_GOAL OF THE EXERCISE_.
State the count of lines below featuring the word "Kempas", and write nothing further.
==== SUPPLIED MATERIAL ====
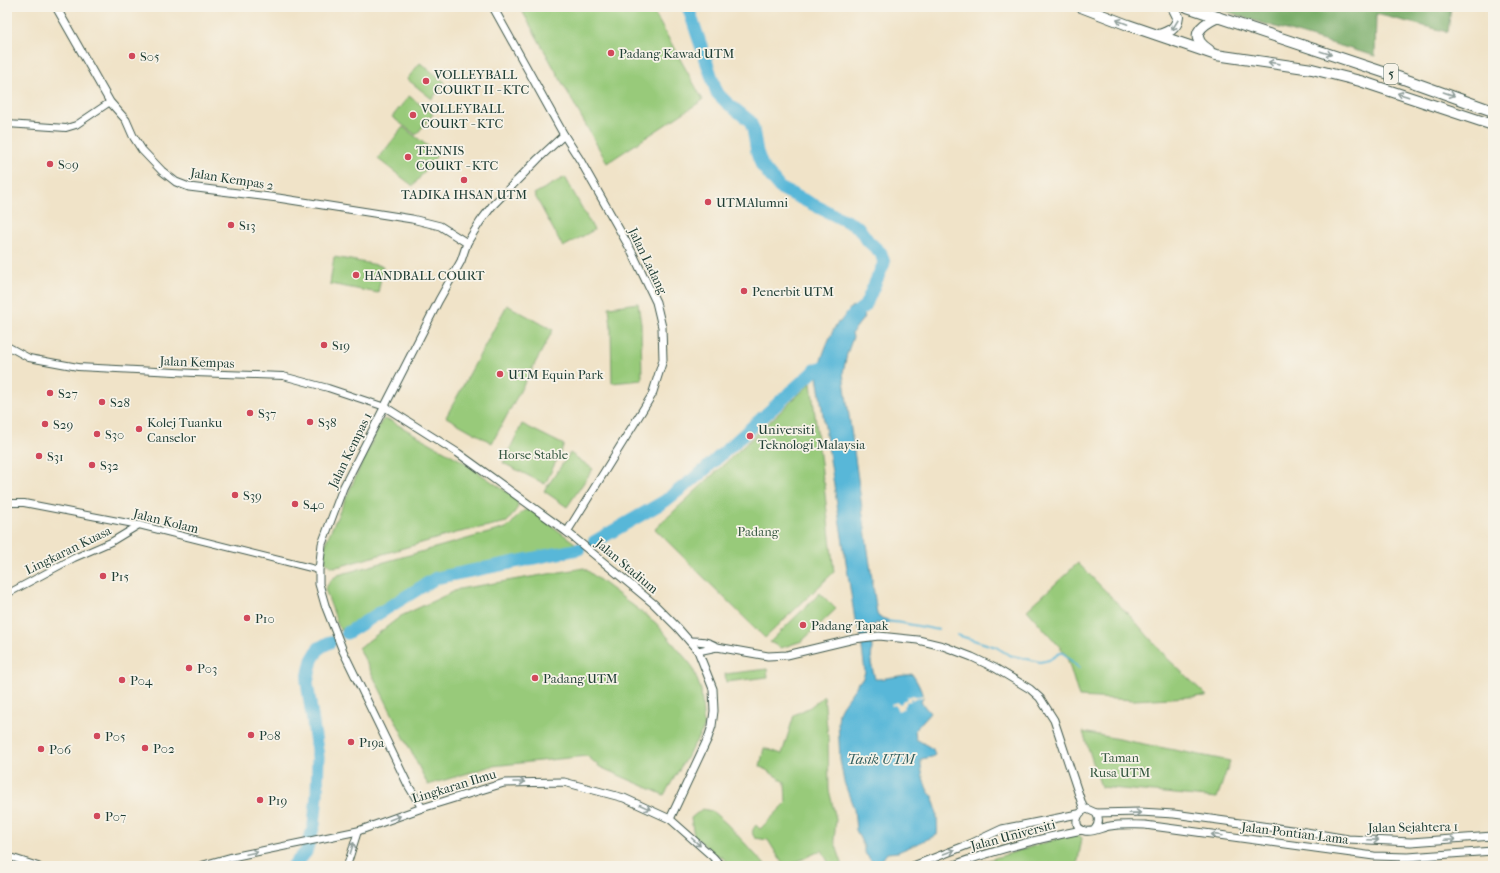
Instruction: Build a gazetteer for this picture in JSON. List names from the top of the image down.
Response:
{
  "streets": {
    "highway": ["5"],
    "street": [
      "Jalan Kempas 2",
      "Jalan Ladang",
      "Jalan Kempas",
      "Jalan Kempas 1",
      "Jalan Kolam",
      "Lingkaran Kuasa",
      "Jalan Stadium",
      "Lingkaran Ilmu",
      "Jalan Sejahtera 1",
      "Jalan Pontian Lama",
      "Jalan Universiti"
    ]
  },
  "crossings": [
    ["Jalan Kempas 2", "Jalan Kempas 1"],
    ["Jalan Ladang", "Jalan Kempas 1"],
    ["Jalan Ladang", "Jalan Stadium"],
    ["Jalan Kempas", "Jalan Kempas 1"],
    ["Jalan Kempas", "Jalan Stadium"],
    ["Jalan Kempas 1", "Jalan Kolam"],
    ["Jalan Kempas 1", "Jalan Stadium"],
    ["Jalan Kempas 1", "Lingkaran Ilmu"],
    ["Jalan Kolam", "Lingkaran Kuasa"],
    ["Jalan Stadium", "Lingkaran Ilmu"],
    ["Jalan Sejahtera 1", "Jalan Pontian Lama"],
    ["Jalan Sejahtera 1", "Jalan Universiti"],
    ["Jalan Pontian Lama", "Jalan Universiti"]
  ],
  "one_way": ["Lingkaran Ilmu", "Jalan Sejahtera 1", "Jalan Pontian Lama"],
  "water": ["Tasik UTM"],
  "parks": ["Horse Stable", "Padang", "Taman Rusa UTM"],
  "places": [
    "Padang Kawad UTM",
    "S05",
    "VOLLEYBALL COURT II - KTC",
    "VOLLEYBALL COURT - KTC",
    "TENNIS COURT - KTC",
    "S09",
    "TADIKA IHSAN UTM",
    "UTMAlumni",
    "S13",
    "HANDBALL COURT",
    "Penerbit UTM",
    "S19",
    "UTM Equin Park",
    "S27",
    "S28",
    "S37",
    "S38",
    "S29",
    "Kolej Tuanku Canselor",
    "S30",
    "Universiti Teknologi Malaysia",
    "S31",
    "S32",
    "S39",
    "S40",
    "P15",
    "P10",
    "Padang Tapak",
    "P03",
    "Padang UTM",
    "P04",
    "P08",
    "P05",
    "P19a",
    "P02",
    "P06",
    "P19",
    "P07"
  ]
}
====
_OUTPUT_.
10